09-28-2016 09:25 AM
How can i transform this proc sql in data step, to check witch one is faster ?
PROC SQL; CREATE TABLE MMM2 AS SELECT DISTINCT A.X_ACCT_KEY, ( SELECT B.IND_QTD_SMS FROM MMM B WHERE B.X_ACCT_KEY = A.X_ACCT_KEY AND B.IND_QTD_SMS NOT IN ('0', '') ) AS IND_SMS, ( SELECT B.IND_QTD_EMAIL FROM MMM B WHERE B.X_ACCT_KEY = A.X_ACCT_KEY AND B.IND_QTD_EMAIL NOT IN ('0', '') ) AS IND_EMAIL FROM MMM A; QUIT;
Thanks in Advance
09-28-2016 09:38 AM
I don't have the time to program this, but here are some questions to consider that will make life easier for some of the other posters.
Evidently you can have multiple records per X_ACCT_KEY. In that case, what matches do you want to keep? For example, what if the same incoming record has both IND_QTD_SMS='0' and IND_QTS_EMAIL='12345'? What if a second record for the same X_ACCT_KEY has both IND_QTD_SMS='2458' and IND_QTS_EMAIL=' '?
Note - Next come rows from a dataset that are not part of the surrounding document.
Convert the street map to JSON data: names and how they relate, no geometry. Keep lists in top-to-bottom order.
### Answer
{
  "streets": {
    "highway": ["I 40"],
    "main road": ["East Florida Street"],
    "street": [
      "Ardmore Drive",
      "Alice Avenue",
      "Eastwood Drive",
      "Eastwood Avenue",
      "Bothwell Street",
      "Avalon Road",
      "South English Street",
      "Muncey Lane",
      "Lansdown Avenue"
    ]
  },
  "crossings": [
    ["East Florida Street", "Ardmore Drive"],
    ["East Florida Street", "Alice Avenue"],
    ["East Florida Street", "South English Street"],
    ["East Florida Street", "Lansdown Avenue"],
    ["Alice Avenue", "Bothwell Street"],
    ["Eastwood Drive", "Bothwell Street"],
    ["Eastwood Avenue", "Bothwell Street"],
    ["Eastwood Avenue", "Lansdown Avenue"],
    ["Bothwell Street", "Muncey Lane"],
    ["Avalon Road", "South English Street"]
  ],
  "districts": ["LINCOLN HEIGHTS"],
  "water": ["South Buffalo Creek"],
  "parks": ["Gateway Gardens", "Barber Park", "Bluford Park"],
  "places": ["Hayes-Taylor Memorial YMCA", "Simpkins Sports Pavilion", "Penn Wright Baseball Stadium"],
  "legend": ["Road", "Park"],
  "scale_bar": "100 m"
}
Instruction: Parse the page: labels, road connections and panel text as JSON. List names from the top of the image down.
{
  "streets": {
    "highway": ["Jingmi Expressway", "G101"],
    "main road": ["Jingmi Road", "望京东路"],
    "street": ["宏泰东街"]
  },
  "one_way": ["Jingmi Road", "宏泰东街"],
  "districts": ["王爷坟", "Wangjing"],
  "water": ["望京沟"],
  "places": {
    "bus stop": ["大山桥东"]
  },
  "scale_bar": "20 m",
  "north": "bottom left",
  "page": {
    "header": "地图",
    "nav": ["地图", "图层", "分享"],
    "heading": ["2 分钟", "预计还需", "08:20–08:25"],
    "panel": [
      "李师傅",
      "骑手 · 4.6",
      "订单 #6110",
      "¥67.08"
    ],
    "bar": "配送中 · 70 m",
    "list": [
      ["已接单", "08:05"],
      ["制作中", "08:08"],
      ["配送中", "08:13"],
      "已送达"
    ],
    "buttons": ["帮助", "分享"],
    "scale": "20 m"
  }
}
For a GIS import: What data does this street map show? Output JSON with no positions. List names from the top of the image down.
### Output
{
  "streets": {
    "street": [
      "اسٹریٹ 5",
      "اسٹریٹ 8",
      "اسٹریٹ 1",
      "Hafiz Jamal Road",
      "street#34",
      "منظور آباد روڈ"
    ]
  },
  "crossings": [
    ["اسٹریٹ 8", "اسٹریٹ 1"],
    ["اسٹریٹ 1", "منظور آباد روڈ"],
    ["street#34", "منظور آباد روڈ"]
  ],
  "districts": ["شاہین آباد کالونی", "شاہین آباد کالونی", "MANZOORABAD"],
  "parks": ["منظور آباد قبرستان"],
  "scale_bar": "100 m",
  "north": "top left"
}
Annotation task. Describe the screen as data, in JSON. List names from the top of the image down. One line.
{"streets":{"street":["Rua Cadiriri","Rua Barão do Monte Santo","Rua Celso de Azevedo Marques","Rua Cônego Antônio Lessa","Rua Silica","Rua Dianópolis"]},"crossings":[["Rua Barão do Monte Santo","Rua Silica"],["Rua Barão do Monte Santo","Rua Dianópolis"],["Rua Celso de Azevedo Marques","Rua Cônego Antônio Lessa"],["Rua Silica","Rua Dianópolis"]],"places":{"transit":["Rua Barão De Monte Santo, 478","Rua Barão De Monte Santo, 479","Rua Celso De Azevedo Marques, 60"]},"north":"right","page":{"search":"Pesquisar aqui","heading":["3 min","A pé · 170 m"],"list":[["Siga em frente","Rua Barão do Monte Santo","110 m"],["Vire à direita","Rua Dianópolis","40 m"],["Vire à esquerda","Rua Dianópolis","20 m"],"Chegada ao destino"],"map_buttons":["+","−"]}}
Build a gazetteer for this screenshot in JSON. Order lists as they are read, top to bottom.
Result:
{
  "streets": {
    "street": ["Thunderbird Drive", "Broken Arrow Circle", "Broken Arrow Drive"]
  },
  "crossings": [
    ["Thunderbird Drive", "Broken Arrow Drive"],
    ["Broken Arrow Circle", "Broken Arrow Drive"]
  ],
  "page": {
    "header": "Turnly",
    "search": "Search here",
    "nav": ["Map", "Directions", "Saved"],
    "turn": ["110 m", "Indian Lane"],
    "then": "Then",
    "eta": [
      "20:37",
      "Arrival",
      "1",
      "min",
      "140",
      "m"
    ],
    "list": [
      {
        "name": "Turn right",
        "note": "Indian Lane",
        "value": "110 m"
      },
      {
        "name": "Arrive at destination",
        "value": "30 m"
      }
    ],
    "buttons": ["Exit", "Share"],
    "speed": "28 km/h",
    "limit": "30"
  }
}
09-28-2016 09:45 AM - edited 09-28-2016 09:46 AM
I want to transform this:
Key | SMS | Email
6456545 | 2 |
6456545 | | 2
Key | SMS | Email
6456545 | 2 | 2
With this proc sql i can do this, but it takes a long time to run.
I'd like to test with datastep.
09-28-2016 03:44 PM
Given your sample data, unless you've oversimplified wouldn't it be:
create table want as
select key, max(sms) as sms, max(email) as email
group by key;
update have(obs=0) have;
09-28-2016 04:12 PM
Reeza, the possibility of '0' in the data (which must be ignored ... see the original post) complicates things. In the case of UPDATE, there's an obvious problem where '0' could replace a valid value. In the case of SQL, it depends on both the operating system and what might be in the realm of valid values. On some operating systems, '0' is lower than letters. On some, it is greater.
09-28-2016 09:44 AM
Can you post sample data for testing? I'm fairly certain I understand the query but wouldn't bet on it. Especially when it can be easily tested. Cross joins are an interesting beast in a data step.
09-28-2016 09:48 AM
Sorry, what is the question, we don't do contract work here? At a breif glance, datastep each subquery for the where clause, then merge all three datasets, then sort nodupkey.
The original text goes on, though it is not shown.